Роман Гуль - Рецензия на книгу Н.Берберовой «Курсив мой»
Обзор книги Роман Гуль - Рецензия на книгу Н.Берберовой «Курсив мой»
РОМАН ГУЛЬ (1896-1986)
РЕЦ.: N. BERBEROVA. THE ITALICS ARE MINE. TRANSLATED BY PHILIPPE RADLEY. HARCOURT, BRACE AND WORLD, INC. NEW YORK. 1969.
Новый журнал 1970,№99
Зарубежная писательница И. Берберова к своему 70-летию выпустила мемуары — «Курсив мой». Вышли они по-английски, но успеха не имели и после двух-трех отрицательных рецензий утонули в бездне неудачных книг. У издателей в Америке жестокий обычай: не принятую читателем книгу тут же пускают на макулатуру.
То, что эта книга не имела успеха у американцев — естественно, ибо этот очень неорганизованный, многословный, тяжеловесный и (надо отдать справедливость) скучнейший опус обращен совсем не к иностранцам. Он обращен больше всего к эмигрантскому обывателю. Поэтому на страницах русского журнала стоит все-таки разобрать эти весьма странные мемуары. В них, так сказать, три «ингредиента». Пространные, очень часто совершенно невежественные «мысли вслух», т. е. рассуждения на всевозможные темы: аграрный вопрос, революция, война, русская интеллигенция, Европа, Америка, христианство, масонство и пр. Причем все «рассуждения»
высказываются с невероятным апломбом, что только подчеркивает отсутствие всякого такта у автора. Второй «ингредиент» сего опуса — в невероятной дозе поданные сплетни и сведения счетов с неугодными автору лицами, причем автор не стесняется никаких вымыслов. И третий «ингредиент» — неисчислимое количество фактических ошибок,
обнаруживающих, что автор писал свои «мемуары» с исключительной отвагой, с совершенным какпопальством, путая имена, даты, факты. Интересно, что эти качества книги заметили даже американцы.
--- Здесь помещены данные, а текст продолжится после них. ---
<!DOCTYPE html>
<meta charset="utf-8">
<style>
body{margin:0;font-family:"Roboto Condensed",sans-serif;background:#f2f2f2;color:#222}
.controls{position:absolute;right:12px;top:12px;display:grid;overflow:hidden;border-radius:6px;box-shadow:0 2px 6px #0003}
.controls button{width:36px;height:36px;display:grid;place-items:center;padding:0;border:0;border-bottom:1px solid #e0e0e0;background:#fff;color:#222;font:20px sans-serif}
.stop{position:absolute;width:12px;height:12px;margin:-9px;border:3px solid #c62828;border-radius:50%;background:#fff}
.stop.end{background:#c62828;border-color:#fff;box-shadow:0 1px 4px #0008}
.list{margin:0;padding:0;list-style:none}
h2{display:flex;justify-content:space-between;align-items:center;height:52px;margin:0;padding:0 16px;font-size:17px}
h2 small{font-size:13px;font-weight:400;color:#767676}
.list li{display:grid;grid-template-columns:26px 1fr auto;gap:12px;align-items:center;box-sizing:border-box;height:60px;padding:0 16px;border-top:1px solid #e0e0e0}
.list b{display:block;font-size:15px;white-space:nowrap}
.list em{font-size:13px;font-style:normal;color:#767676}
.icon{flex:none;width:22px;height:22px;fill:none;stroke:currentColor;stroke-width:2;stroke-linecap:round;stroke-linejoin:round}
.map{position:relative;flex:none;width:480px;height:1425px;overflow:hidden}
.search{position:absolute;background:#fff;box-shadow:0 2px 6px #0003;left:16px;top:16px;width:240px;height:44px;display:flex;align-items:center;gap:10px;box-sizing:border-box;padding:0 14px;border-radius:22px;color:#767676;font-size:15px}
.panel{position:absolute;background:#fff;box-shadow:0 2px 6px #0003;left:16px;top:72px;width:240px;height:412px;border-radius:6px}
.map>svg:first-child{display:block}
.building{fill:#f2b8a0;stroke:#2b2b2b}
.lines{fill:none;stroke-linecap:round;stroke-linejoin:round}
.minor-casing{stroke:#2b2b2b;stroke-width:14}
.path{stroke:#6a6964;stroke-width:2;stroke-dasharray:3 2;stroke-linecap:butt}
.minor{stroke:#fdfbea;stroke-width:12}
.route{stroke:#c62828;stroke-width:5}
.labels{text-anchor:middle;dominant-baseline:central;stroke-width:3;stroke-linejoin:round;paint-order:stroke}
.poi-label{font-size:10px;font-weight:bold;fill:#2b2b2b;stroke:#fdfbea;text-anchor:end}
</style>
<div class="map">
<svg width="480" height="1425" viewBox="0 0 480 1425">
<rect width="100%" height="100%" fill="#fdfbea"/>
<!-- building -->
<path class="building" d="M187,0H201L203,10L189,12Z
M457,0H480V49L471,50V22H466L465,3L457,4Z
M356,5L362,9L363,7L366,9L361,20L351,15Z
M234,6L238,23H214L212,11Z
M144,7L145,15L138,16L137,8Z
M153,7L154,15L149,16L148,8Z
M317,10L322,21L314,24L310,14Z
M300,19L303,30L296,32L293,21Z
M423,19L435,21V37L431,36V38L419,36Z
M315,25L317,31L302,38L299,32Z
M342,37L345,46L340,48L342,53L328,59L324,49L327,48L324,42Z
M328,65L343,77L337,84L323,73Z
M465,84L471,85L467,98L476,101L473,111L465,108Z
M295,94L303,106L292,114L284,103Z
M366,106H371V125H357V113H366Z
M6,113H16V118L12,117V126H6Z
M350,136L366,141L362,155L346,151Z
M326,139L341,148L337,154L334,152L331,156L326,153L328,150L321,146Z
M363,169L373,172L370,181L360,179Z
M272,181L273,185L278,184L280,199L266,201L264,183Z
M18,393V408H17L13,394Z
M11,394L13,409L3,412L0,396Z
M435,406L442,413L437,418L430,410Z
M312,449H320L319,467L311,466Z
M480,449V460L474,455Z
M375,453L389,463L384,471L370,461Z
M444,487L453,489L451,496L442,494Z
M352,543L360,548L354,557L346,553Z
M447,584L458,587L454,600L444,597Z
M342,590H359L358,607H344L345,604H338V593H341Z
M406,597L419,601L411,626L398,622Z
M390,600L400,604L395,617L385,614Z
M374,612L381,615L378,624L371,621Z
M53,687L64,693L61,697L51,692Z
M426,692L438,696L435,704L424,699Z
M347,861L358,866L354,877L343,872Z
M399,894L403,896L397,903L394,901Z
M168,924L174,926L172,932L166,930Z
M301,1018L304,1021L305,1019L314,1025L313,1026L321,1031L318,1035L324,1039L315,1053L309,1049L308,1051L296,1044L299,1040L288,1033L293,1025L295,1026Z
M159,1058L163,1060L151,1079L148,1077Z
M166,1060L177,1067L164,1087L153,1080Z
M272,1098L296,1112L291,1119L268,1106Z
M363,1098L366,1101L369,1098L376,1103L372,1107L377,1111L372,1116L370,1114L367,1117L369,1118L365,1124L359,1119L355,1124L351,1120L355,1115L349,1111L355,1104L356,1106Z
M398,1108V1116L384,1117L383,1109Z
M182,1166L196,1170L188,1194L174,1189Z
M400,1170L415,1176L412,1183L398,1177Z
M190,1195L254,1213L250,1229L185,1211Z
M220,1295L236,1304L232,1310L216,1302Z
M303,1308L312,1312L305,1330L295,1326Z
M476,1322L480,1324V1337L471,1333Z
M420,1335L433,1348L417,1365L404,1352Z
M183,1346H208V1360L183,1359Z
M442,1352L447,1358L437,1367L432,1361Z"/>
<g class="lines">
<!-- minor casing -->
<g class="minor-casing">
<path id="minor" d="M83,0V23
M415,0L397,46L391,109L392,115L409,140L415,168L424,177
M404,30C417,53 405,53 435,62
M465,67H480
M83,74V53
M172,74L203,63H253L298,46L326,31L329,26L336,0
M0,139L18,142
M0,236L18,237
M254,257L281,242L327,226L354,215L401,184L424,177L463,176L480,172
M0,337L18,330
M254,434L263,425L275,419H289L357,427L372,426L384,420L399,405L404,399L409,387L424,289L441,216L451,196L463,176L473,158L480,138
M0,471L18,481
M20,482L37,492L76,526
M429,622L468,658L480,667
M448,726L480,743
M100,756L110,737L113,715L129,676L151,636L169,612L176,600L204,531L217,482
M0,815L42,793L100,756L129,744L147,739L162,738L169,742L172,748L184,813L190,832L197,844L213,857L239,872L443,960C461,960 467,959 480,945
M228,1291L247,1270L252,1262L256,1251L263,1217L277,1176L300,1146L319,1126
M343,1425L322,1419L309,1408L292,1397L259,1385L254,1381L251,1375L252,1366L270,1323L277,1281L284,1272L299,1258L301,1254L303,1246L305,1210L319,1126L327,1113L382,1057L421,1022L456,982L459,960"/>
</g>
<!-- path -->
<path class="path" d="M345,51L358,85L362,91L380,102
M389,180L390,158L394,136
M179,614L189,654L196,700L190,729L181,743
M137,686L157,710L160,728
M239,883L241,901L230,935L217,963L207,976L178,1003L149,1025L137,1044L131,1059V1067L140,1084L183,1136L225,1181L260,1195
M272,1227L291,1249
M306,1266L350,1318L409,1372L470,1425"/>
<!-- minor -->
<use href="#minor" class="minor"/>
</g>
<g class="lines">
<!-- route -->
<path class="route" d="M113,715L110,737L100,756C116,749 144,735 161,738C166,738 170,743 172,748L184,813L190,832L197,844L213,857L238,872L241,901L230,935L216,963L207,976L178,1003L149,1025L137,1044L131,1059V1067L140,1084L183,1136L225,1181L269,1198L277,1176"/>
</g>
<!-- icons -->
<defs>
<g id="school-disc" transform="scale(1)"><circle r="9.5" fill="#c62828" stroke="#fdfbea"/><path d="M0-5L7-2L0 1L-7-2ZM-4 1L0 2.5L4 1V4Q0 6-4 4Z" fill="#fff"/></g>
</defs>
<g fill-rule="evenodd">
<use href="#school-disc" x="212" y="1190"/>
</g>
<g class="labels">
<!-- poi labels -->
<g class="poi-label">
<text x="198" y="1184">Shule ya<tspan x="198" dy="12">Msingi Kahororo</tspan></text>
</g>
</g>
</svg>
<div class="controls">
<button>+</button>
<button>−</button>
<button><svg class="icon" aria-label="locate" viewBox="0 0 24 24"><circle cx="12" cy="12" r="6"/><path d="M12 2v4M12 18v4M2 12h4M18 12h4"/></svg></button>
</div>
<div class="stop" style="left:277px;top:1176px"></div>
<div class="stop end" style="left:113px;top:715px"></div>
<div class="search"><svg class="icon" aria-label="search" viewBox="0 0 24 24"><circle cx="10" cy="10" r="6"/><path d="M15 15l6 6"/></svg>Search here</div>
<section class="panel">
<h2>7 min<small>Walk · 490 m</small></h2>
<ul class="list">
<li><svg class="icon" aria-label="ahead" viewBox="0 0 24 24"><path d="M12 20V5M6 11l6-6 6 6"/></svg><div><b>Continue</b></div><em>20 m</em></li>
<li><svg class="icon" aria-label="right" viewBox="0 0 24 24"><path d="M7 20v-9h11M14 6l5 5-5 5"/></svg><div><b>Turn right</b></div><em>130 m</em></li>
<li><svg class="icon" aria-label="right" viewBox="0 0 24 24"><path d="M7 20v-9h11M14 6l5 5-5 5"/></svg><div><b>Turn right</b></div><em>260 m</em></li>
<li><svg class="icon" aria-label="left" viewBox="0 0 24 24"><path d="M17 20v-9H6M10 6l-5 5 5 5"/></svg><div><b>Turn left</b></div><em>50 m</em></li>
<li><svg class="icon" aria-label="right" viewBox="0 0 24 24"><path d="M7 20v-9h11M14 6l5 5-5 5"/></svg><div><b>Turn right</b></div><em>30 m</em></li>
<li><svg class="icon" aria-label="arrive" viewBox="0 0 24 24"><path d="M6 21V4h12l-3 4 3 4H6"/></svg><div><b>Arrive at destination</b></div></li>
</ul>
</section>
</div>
В одной из очень немногих рецензий известная писательница Патриция Блэйк («Нью-Йорк Тайме», 25 мая 1969) писала: «В книге… много вызывающего раздражение… Сноски дают иногда дельную информацию, но чаще они
использованы, чтобы… свести мелкие счеты, припомнить обиды и высказать эксцентрические оценки… Отсутствие литературных суждений и обильность сплетен (которых автор — неутомимый собиратель) уменьшают ценность книги».
Займемся сначала«философическими рассуждениями» Б-вой.*( *Все «рассуждения» Б-вой я цитирую не в переводе с английского, а по русскому манускрипту. – Р. Г.)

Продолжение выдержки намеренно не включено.